Choose Your Destiny: Kids Or Queues
The larger the pool, the less time you'll spend in line, but the more children you'll be surrounded by. This is just Life, and the existential cost of public pools. If your core temperature is at Channing Tatum Covered In Hot Fries And Sriracha, then you probably just want to forgo the romance and jump in the water. Hamilton Fish in the Lower East Side, Astoria Park Pool, or Sunset Park Pool should do the trick. But if you're looking for a more refined experience, say, with a diving board, John Jay Pool or Tony Dapolito is where it's at. Go early, and if possible, on weekdays.
Bring A Lock
Everyone is required to bring their own small padlock (and it must be a solid lock, not one of those dinky ones you used in middle school) to keep your belongings safe in a locker. You will wait in line for 30 minutes before discovering this fact, then walk dejected and dry to a convenience store to buy one. It costs around $4 and will last you all summer.
Leave The Times At Home
Finding a space to lay out can be tough when it's super-crowded, but summer reading at a public pool is just as pleasant as anywhere else. Just don't bring your newspaper: it'll get confiscated. Bring that 50 Shades Of Mauve manuscript your uncle has been foisting on you all spring.

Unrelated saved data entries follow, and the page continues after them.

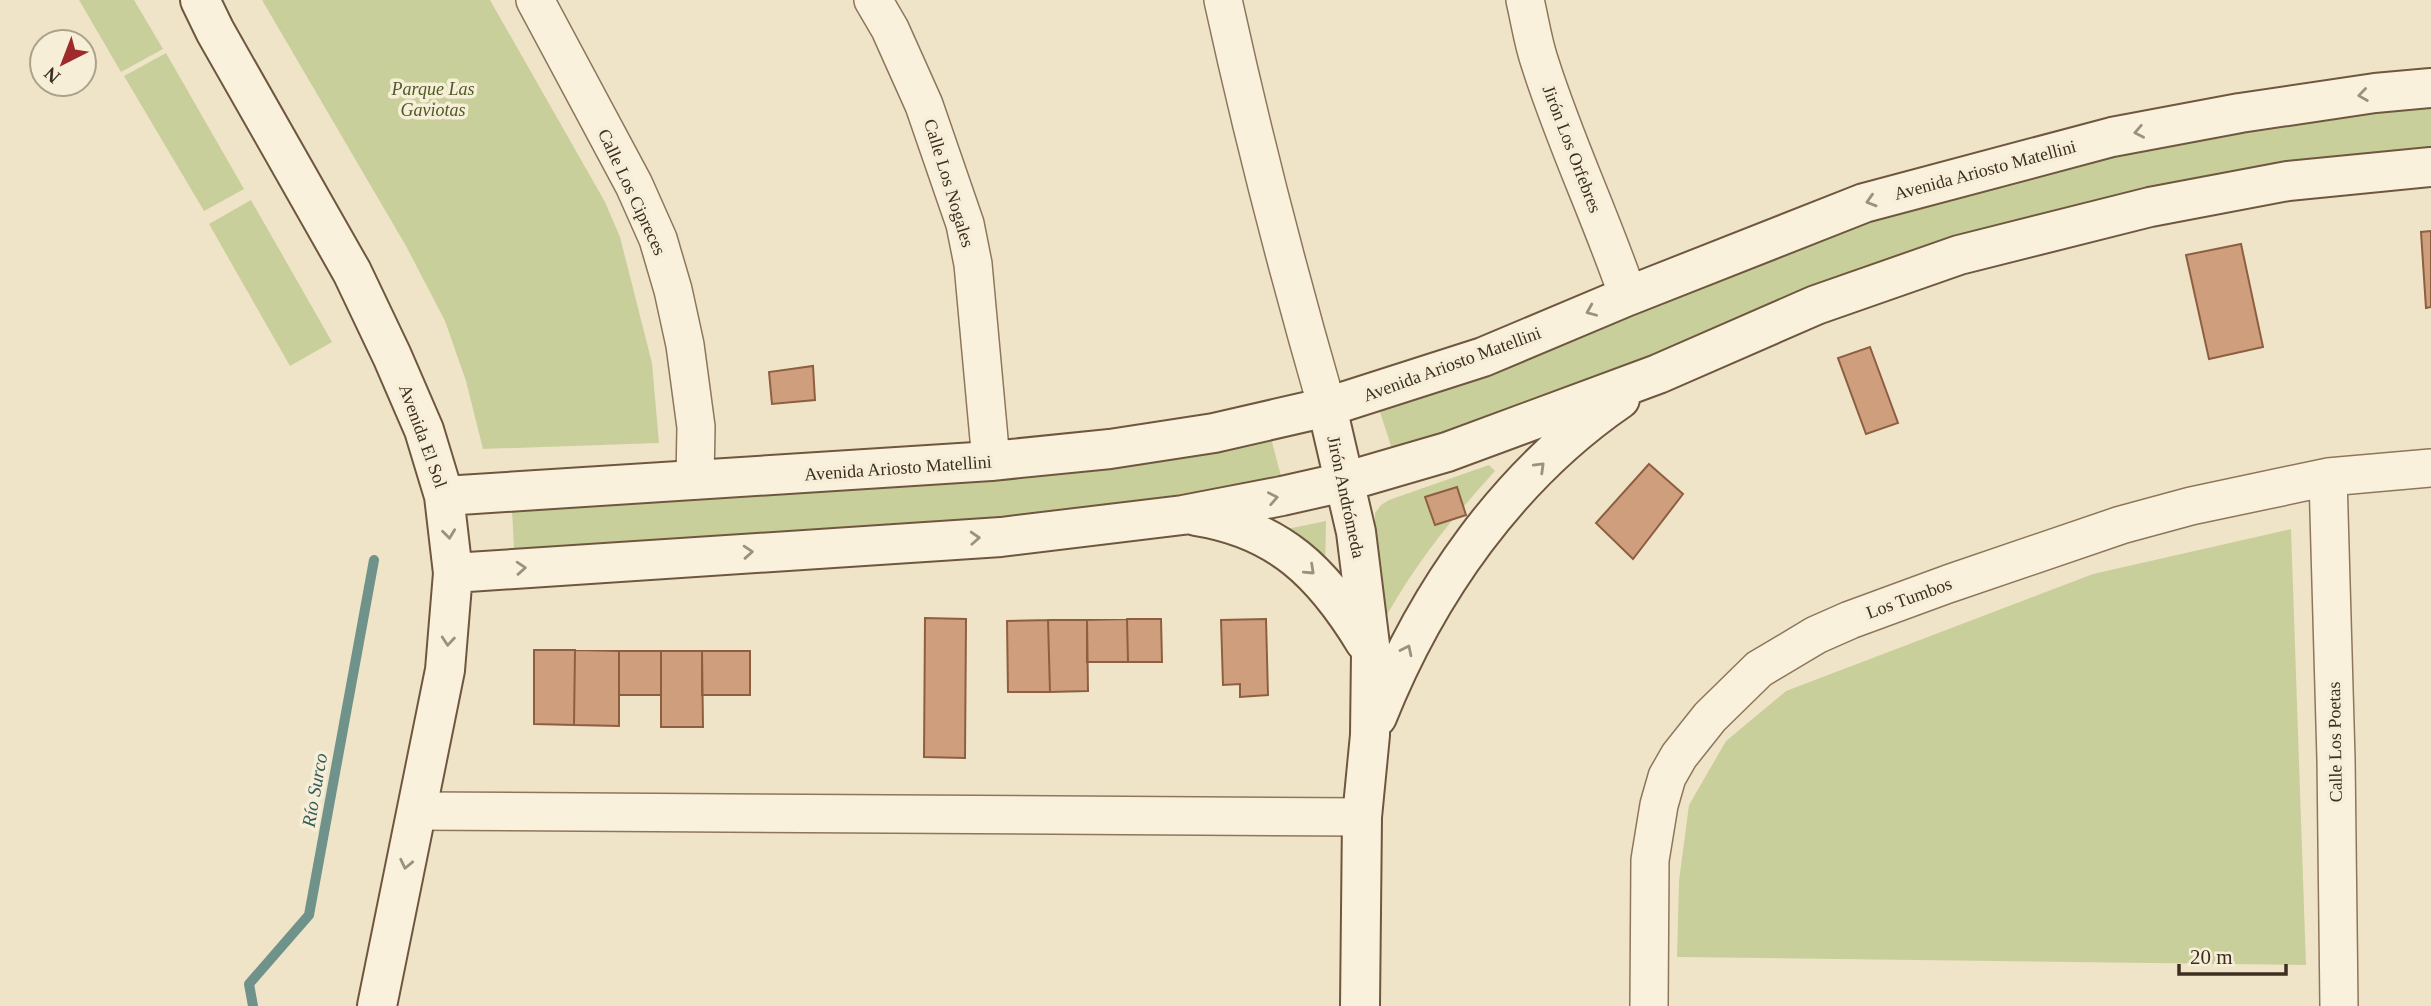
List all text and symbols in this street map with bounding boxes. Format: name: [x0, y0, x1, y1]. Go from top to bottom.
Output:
north arrow: [28, 28, 98, 98]
text: N: [40, 63, 64, 88]
park label: Parque Las Gaviotas: [391, 79, 474, 120]
street label: Jirón Los Orfebres: [1538, 82, 1606, 216]
one-way arrow: [2357, 87, 2369, 102]
street label: Calle Los Nogales: [920, 116, 978, 250]
one-way arrow: [2133, 123, 2145, 138]
street label: Calle Los Cipreces: [594, 126, 670, 258]
street label: Avenida Ariosto Matellini: [1892, 136, 2078, 204]
one-way arrow: [1865, 193, 1877, 208]
one-way arrow: [1586, 303, 1598, 317]
street label: Avenida Ariosto Matellini: [1360, 323, 1544, 405]
street label: Avenida El Sol: [395, 382, 451, 490]
street label: Jirón Andrómeda: [1323, 434, 1369, 560]
street label: Avenida Ariosto Matellini: [804, 451, 992, 485]
one-way arrow: [1532, 462, 1545, 475]
one-way arrow: [1267, 491, 1279, 506]
one-way arrow: [441, 529, 456, 540]
one-way arrow: [970, 531, 981, 546]
one-way arrow: [743, 545, 754, 560]
one-way arrow: [516, 561, 527, 576]
one-way arrow: [1302, 562, 1315, 575]
street label: Los Tumbos: [1864, 573, 1954, 623]
one-way arrow: [441, 636, 456, 647]
one-way arrow: [1398, 645, 1412, 657]
street label: Calle Los Poetas: [2324, 681, 2346, 803]
water label: Río Surco: [297, 751, 331, 830]
one-way arrow: [400, 858, 415, 870]
scale bar: [2179, 932, 2286, 976]
text: 20 m: [2190, 945, 2233, 969]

The lockers that you use to store your belongings are pretty tiny—large enough for a purse or tote or small backpack but definitely not big enough for your "day bag" or your second set of clothes you're planning on wearing at the farmer's market later. Put the sunscreen on at home, forget the Ziplock bag of brie and be surgical about your entry/exit.

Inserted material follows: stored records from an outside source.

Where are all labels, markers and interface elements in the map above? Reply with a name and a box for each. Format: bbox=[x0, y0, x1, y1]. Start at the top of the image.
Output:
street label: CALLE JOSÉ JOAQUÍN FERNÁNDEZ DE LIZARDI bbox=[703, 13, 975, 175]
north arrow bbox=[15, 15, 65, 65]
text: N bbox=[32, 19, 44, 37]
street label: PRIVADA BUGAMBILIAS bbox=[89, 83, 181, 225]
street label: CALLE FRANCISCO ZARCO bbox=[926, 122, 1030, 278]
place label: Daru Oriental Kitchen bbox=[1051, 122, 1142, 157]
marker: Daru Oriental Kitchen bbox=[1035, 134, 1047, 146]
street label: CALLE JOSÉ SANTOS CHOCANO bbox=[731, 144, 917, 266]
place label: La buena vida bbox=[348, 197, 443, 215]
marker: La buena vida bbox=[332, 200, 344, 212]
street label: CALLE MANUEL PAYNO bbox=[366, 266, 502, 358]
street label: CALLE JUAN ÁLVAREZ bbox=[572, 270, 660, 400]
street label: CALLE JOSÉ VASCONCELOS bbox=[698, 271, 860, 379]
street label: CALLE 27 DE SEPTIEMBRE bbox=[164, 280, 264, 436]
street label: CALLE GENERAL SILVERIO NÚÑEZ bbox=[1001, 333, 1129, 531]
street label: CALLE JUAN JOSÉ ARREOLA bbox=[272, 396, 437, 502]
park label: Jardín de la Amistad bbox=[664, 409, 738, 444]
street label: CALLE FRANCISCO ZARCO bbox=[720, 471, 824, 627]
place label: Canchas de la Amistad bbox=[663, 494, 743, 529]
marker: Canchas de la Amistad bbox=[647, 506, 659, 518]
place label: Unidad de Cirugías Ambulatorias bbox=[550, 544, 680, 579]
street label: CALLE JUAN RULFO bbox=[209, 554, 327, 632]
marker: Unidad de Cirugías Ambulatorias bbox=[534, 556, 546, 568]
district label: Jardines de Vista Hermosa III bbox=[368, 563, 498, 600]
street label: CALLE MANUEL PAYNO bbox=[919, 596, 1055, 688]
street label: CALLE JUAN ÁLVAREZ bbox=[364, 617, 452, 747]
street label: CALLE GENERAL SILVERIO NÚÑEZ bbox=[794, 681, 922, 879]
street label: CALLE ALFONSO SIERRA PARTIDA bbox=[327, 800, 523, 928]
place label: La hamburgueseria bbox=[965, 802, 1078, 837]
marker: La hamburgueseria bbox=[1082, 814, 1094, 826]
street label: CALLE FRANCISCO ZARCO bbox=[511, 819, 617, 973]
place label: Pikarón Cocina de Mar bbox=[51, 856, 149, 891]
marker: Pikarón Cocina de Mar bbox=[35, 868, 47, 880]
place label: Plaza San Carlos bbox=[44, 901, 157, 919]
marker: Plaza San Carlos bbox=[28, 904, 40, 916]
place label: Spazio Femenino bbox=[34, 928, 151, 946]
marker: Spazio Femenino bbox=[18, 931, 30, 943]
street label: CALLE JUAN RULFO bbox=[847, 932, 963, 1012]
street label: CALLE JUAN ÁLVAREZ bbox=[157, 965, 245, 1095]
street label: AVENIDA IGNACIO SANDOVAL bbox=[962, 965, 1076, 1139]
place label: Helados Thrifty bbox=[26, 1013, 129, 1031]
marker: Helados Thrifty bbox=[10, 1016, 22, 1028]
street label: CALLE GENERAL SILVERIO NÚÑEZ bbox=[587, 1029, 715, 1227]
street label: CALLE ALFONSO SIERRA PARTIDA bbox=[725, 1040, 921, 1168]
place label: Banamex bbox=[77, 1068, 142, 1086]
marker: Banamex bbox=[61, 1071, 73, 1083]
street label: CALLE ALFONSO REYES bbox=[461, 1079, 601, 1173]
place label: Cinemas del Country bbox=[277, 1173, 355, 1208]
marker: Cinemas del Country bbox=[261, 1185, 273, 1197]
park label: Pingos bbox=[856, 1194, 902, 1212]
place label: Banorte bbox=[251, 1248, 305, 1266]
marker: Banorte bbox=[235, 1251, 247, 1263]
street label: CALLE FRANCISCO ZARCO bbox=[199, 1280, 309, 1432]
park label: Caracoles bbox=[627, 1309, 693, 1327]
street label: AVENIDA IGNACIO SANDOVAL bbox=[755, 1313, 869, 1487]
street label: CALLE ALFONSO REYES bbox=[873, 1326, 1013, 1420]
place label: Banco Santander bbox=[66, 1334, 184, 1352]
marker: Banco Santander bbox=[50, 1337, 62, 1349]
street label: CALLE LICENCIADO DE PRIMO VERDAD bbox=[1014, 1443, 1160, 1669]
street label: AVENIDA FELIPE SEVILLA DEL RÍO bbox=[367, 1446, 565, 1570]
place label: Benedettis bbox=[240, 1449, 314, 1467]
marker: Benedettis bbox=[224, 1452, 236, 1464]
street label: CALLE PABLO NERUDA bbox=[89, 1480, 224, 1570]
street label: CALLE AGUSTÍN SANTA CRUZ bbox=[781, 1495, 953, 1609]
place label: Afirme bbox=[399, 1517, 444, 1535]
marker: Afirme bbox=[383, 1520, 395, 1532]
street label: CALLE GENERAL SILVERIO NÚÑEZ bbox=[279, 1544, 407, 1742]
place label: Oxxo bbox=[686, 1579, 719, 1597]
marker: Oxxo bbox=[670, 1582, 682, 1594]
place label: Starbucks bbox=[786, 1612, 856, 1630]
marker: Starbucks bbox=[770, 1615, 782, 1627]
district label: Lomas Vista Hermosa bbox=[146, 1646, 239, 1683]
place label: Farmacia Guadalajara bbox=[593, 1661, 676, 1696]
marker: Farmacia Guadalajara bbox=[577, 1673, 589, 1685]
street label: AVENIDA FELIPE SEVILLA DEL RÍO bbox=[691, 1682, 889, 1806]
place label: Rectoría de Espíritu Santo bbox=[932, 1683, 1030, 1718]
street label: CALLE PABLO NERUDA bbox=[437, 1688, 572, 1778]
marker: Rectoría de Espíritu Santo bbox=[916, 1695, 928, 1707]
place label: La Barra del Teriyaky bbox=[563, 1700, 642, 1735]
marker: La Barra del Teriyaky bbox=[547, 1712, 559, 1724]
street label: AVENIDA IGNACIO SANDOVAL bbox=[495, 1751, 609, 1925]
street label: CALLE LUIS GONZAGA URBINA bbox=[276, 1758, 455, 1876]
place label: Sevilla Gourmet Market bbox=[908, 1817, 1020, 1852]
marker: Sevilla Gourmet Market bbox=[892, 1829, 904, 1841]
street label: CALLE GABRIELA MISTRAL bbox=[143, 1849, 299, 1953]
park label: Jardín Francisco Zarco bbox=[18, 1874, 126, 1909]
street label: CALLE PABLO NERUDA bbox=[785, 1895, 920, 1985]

Public pools probably aren't going to make you sick: they're cleaner than some private pools and were rated "pristine" in a surprise, gotcha New York Post investigation last year. A trip to the public pool isn't supposed to be an "epic journey" where the fate of your day swings on the axis of Fun. If the line wraps around the block, or the schoolbus that just came from the Popsicle Land field trip just let out, or if they're cleaning the pool and won't let anyone in (from 3 p.m. to 4 p.m.), just head to another pool. There are 64 of them, and you own them all.